Primitive Mentor
by Dean Young
University of Pittsburgh Press 2008
Reviewed by Ben Mirov
![]()
Modern Disciple
Now nine books into his repertoire, Dean Young risks a number of easy criticisms. One of these is that his poems are simply permutations of themselves, that each maps the same territory as the last. Another more conspicuous concern with Young’s work is its extremity. Unabashedly surreal, his imagery and his narrative impulses can be dismissed as wacky and superfluous. More than any of his past books, Primitive Mentor squelches these concerns.
While maintaining his characteristically deep, impulsive humor and outlandish images, Young explores new dimensions while honing his more familiar instincts. Young is not an experimental poet in the traditional sense; he doesn’t try to reinvent his style with each book. Instead he is concerned with a “constant plumbing of the spirit – / Like living in a mine making a study / Of cave ins.” In his first book Design with X, Young staked out a small soul-sized plot which he “mines” again and again and for the most part, more deeply with each attempt. In Primitive Mentor, new vistas appear. Take for example the opening lines from the poem “Triage”:
Fatally, the boy picks up a what he thought
on the occupier/insurgent fractioned
road. Fatally, the man goes out for popsicles
in the storm not for himself for his two
days later from the mudslide pulled he’s
given a kind of super power, drive a nail
into his chest he won’t care or notice.
The chopped syntax is something Young has done before, but here it has been applied to different ends. Take for example the lines “In the storm not for himself for his two / days later from the mudslide pulled…” The altered syntax feels like a jump in time. We expect to see “not for himself for his two kids,” or “children” or “friends” and instead are given a jarring forward movement. It’s worth mentioning that triage is both an action that organizes according to quality as well as a medical term used to prioritize a large group of patients according to the urgency of their ailments and or wounds. In this light, the break not only conveys the sense of urgency of the subject via its form, but is also characteristic of Young’s deeply ironic humor. The break between “two” and “days” encapsulates the period of time “the man” is trapped beneath the mudslide and the moment he is pulled from it, thereby gaining “a kind of superpower.” Of course, this power can only be death, which might send one back to reexamine “the boy” from the first line who fatally picks up a “what he thought.”Ostensibly, what Young is doing in “Triage” is assigning degrees of urgency to a group of patients who are already dead. His touch with the subject is insightful, bathetic and funny as ever.

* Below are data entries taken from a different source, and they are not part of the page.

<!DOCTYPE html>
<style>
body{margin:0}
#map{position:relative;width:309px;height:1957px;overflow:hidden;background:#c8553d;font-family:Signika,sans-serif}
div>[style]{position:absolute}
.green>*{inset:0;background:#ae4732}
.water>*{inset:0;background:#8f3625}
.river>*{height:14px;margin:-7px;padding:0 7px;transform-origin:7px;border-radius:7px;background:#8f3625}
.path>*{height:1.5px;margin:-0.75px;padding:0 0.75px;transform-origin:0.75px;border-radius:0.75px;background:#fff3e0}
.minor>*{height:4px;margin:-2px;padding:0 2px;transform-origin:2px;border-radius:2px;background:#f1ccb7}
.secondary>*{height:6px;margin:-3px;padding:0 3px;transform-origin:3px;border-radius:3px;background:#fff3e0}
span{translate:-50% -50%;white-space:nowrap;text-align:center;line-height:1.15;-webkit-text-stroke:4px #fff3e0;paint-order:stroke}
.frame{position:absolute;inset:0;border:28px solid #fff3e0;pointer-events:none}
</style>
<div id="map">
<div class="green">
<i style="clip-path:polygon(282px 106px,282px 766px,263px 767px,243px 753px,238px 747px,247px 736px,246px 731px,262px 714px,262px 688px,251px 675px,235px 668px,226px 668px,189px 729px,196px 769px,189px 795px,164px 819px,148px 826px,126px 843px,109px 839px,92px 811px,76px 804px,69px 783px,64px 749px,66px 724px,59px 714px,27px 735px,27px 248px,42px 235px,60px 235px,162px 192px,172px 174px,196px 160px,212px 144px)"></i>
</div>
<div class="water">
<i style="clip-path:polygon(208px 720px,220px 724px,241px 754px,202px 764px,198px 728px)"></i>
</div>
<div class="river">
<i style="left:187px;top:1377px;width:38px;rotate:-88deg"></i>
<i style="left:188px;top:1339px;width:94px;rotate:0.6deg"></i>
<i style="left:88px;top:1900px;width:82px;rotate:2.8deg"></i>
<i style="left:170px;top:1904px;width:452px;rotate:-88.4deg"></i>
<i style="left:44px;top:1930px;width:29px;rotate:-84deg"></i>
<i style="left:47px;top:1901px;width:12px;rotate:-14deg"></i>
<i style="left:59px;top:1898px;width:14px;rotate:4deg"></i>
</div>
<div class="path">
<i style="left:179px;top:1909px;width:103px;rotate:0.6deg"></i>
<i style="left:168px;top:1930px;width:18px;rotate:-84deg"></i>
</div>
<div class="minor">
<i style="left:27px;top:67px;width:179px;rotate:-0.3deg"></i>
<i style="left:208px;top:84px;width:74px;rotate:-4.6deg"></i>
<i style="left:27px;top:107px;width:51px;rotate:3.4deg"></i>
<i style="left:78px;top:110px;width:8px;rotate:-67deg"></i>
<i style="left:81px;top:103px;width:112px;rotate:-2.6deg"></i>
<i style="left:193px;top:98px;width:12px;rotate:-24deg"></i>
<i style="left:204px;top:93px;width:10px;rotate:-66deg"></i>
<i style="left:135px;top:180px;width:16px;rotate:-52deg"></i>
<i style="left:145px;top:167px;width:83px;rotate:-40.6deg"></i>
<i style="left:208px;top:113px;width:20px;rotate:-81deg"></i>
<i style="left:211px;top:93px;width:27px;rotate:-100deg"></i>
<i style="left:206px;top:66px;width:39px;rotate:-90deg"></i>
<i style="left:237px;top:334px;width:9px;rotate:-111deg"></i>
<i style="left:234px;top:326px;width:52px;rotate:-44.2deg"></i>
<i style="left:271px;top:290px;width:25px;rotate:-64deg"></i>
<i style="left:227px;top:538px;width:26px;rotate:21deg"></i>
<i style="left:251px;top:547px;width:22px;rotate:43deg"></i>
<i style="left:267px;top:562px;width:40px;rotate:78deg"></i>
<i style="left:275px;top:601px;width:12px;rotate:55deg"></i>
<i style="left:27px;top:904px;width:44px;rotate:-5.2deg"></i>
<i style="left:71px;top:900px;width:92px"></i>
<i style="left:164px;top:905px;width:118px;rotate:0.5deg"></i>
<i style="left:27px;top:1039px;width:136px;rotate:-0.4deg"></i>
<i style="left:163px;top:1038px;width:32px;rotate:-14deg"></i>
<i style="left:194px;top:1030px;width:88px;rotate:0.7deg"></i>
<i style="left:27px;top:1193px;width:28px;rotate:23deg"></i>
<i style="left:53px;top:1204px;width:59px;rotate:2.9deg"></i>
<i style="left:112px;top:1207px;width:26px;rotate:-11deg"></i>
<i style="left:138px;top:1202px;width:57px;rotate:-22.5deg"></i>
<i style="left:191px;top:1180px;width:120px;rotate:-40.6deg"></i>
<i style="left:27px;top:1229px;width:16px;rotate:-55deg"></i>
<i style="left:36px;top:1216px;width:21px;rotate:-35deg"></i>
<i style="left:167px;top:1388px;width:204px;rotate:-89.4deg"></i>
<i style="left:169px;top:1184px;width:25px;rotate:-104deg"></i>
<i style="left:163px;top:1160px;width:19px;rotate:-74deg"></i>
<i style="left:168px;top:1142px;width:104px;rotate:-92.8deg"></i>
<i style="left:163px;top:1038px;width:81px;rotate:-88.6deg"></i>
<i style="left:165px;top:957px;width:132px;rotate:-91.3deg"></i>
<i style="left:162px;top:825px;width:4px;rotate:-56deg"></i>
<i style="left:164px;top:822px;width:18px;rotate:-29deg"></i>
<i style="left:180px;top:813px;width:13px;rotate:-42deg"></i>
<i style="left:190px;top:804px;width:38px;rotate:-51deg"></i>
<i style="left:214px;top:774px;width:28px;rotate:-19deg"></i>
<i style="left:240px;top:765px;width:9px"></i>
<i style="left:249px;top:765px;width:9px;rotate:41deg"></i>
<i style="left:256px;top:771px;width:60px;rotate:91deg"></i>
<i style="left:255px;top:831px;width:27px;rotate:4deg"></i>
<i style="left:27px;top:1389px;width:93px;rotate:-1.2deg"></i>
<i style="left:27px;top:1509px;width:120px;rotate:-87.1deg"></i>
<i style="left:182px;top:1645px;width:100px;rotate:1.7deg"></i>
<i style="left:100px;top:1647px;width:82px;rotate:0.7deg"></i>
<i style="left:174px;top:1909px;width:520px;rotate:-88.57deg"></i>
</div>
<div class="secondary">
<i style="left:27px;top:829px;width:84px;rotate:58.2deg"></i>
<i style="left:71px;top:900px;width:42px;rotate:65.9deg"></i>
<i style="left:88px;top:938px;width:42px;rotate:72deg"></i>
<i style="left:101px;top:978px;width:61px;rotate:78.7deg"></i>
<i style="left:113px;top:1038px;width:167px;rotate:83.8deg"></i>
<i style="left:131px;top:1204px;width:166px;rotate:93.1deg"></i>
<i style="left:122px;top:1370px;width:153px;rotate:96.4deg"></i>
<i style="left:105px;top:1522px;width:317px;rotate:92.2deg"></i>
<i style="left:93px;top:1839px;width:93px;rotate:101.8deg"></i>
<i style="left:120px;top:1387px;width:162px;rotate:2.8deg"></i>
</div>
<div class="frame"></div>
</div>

The “two,” “day” line break is indicative of the greater project of Primitive Mentor. For me, Young’s writing has never been about the impressive quality of his imagery or his wit, although those are definite bonuses. What I appreciate most about Young, and what strikes me most about Primitive Mentor, is the spaces between the words, the line breaks that take 180 degree turns, the tenuous blankness between stanzas and words, the often concealed darkness at the heart of his poems. It’s in these spaces that the unifying force of Young’s poetry and the depth and scope of Primitive Mentor can be found. Image and wit are little more than tools Young uses to enter into these unknown areas. They lead him into dangerous places that the conscious, logical mind can neither purposefully go to, nor operate near, areas where more is at risk because less is known by the poet. The result, for the reader as they enter into these dimensions, is confounding, hilarious, idiotic, melancholy, heartbreaking—and never boring.
One of the miraculous aspects of Young’s poetry is that despite his forays into seemingly unreal worlds of poetic experience, everything he writes is deeply connected to our reality. His poems are recombinations that assume each word refers to something other than itself and that that something is real. A rabbit is a rabbit. Granted, that rabbit might be placed within a hallucinatory context entirely unfamiliar to anyone; nevertheless “Force of Rabbit” is a force felt, and stands among the best poems of the year so far. All of Young’s poems are based on the assumption that the world preexists poetry, that it is there, absolutely, and that its purpose is to lead us into greater areas of consciousness. He’s not just fooling around for the sake of creating a impressive panoply of images. Take for example the title, Primitive Mentor. What exactly is this? What implications does it have for us? What are we to learn from this mentor? Is it simply a creation of Young’s overactive imagination?
It’s my feeling that the “primitive mentor” is as real as the brain inside out skull. It’s the mechanism buried deep within our animal mind that knows more than we know. It’s the part of Young’s mind that reaches out to us from the line breaks and logical leaps that just barely defy our understanding. In a sense, “primitive mentor” is more real than the chair we sit on or the coffee we drink. In fact it may be the only real thing, as it is what allows us to reconfigure our reality into a new more vital one, just as Dean Young does with startling consistency and increasingly refined artistry in each new book.